Konkret heisst das: Wer seine Daten auf Meineimpfungen.ch eingegeben hat, könnte sich entscheiden, diese zu beziehen oder vernichten zu lassen. Eine mögliche Rückgabe der Daten werde aber nur in Absprache und im Einverständnis mit den kantonalen und eidgenössischen Datenschutzbehörden stattfinden, hält das Departement Gallati fest.

Und die Kosten?

Anwalt Steiger sagte, Regierungsrat Gallati habe sich nicht nur politisch, sondern auch mit Staatsgeldern für die Rettung der Daten eingesetzt. Dies sei falsch, entgegnet das Aargauer Gesundheitsdepartement, Gallati habe für den Rettungsversuch keine Gelder des Kantons eingesetzt. Das Vorprojekt werde durch das Bundesamt für Gesundheit finanziert, die Finanzierung des Hauptprojekts sei Gegenstand von Verhandlungen.

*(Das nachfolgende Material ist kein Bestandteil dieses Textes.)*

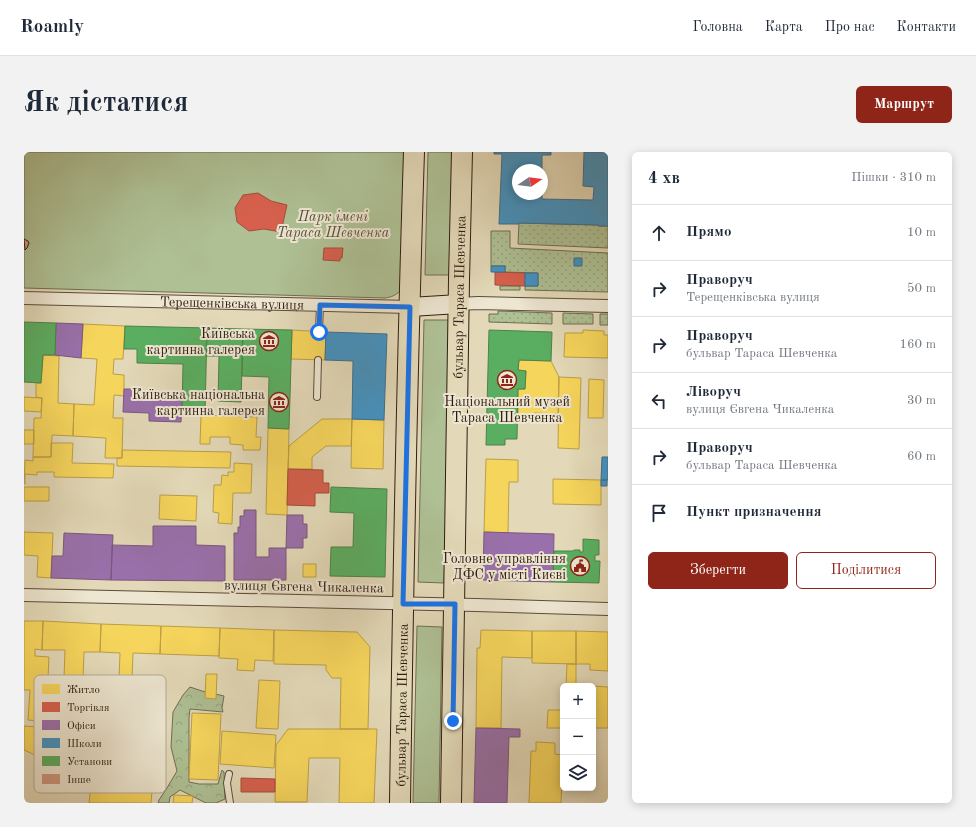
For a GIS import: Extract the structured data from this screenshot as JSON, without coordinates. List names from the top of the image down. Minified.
{"streets":{"main road":["бульвар Тараса Шевченка"],"street":["Терещенківська вулиця","вулиця Євгена Чикаленка"]},"crossings":[["бульвар Тараса Шевченка","Терещенківська вулиця"],["бульвар Тараса Шевченка","вулиця Євгена Чикаленка"]],"parks":["Парк імені Тараса Шевченка"],"places":{"museum":["Київська картинна галерея","Національний музей Тараса Шевченка","Київська національна картинна галерея"],"public building":["Головне управління ДФС у місті Києві"]},"legend":["Житло","Торгівля","Офіси","Школи","Установи","Інше"],"north":"right","page":{"header":"Roamly","nav":["Головна","Карта","Про нас","Контакти"],"buttons":["Маршрут",["Зберегти","Поділитися"]],"title":"Як дістатися","heading":["4 хв","Пішки · 310 m"],"list":[["Прямо","10 m"],["Праворуч","Терещенківська вулиця","50 m"],["Праворуч","бульвар Тараса Шевченка","160 m"],["Ліворуч","вулиця Євгена Чикаленка","30 m"],["Праворуч","бульвар Тараса Шевченка","60 m"],"Пункт призначення"],"map_buttons":["+","−"]}}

Steiger hat seine Daten auch bei Meineimpfungen.ch hinterlegt und will, dass diese endlich gelöscht werden. «Das habe ich bereits dem Konkursamt mitgeteilt und vor Kurzem auch der Stammgemeinschaft eHealth Aargau», sagte der Anwalt gegenüber «Argovia Today».

Solange das Vorprojekt laufe, könnten keine Auskunfts- oder Löschungsbegehren betroffener Bürgerinnen und Bürger beantwortet werden, heisst es in der Stellungnahme des Kantons dazu.